[[ Exercise material open ]]

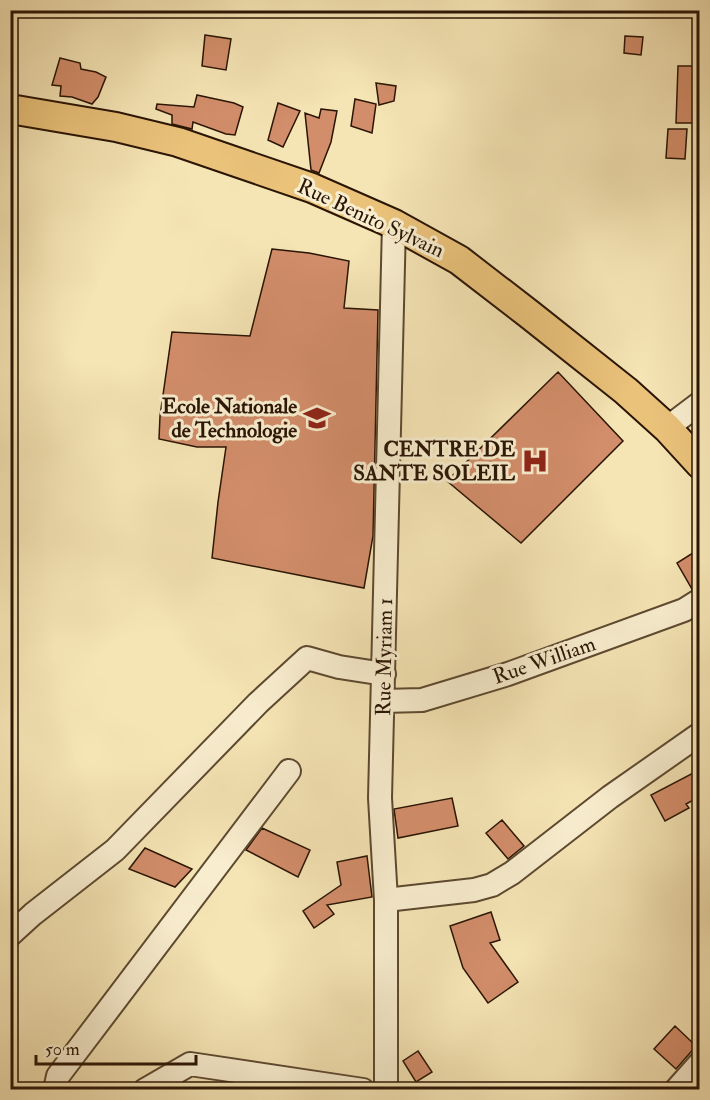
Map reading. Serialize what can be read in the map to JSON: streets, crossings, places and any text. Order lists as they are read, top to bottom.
{
  "streets": {
    "main road": ["Rue Benito Sylvain"],
    "street": ["Rue Myriam 1", "Rue William"]
  },
  "crossings": [
    ["Rue Benito Sylvain", "Rue Myriam 1"],
    ["Rue Myriam 1", "Rue William"]
  ],
  "places": {
    "school or university": ["Ecole Nationale de Technologie"],
    "hospital": ["CENTRE DE SANTE SOLEIL"]
  },
  "scale_bar": "50 m"
}
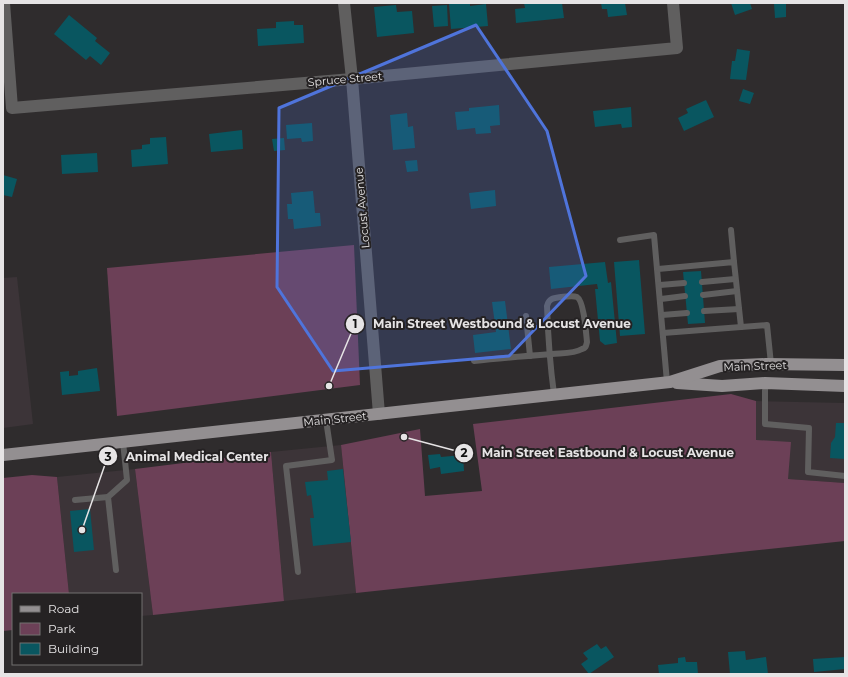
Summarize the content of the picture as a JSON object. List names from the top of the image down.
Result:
{
  "streets": {
    "main road": ["Main Street"],
    "street": ["Spruce Street", "Locust Avenue"]
  },
  "crossings": [
    ["Spruce Street", "Locust Avenue"],
    ["Locust Avenue", "Main Street"]
  ],
  "places": ["Main Street Westbound & Locust Avenue", "Main Street Eastbound & Locust Avenue", "Animal Medical Center"],
  "legend": ["Road", "Park", "Building"]
}
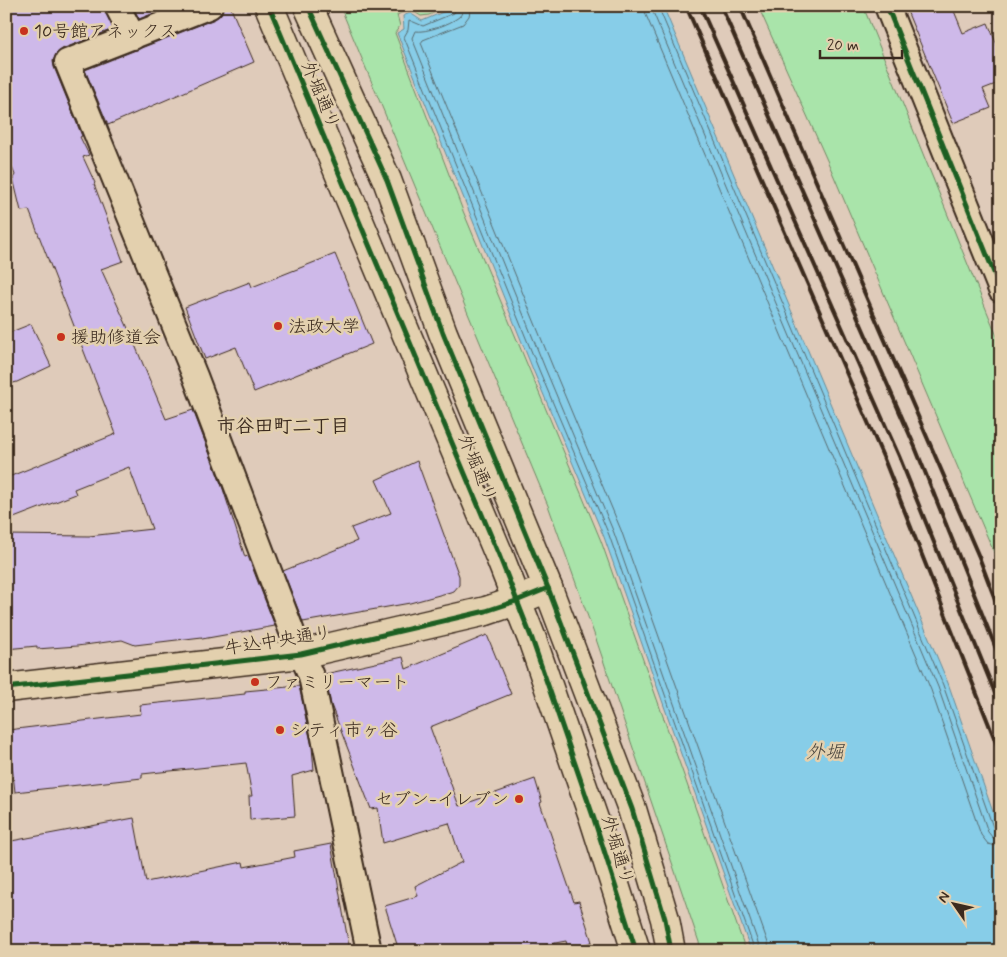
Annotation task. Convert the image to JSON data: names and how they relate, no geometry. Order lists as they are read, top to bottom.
{
  "streets": {
    "main road": ["外堀通り", "牛込中央通り"]
  },
  "crossings": [
    ["外堀通り", "牛込中央通り"]
  ],
  "districts": ["市谷田町二丁目"],
  "water": ["外堀"],
  "places": [
    "10号館アネックス",
    "法政大学",
    "援助修道会",
    "ファミリーマート",
    "シティ市ヶ谷",
    "セブン-イレブン"
  ],
  "scale_bar": "20 m",
  "north": "top left"
}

[[ Exercise material closed ]]

## Exercise
The answer must contain only the lines from the one with "Annotation task. Convert" to the end of the entries above, each written out exactly.

## Response to this exercise
Annotation task. Convert the image to JSON data: names and how they relate, no geometry. Order lists as they are read, top to bottom.
{
  "streets": {
    "main road": ["外堀通り", "牛込中央通り"]
  },
  "crossings": [
    ["外堀通り", "牛込中央通り"]
  ],
  "districts": ["市谷田町二丁目"],
  "water": ["外堀"],
  "places": [
    "10号館アネックス",
    "法政大学",
    "援助修道会",
    "ファミリーマート",
    "シティ市ヶ谷",
    "セブン-イレブン"
  ],
  "scale_bar": "20 m",
  "north": "top left"
}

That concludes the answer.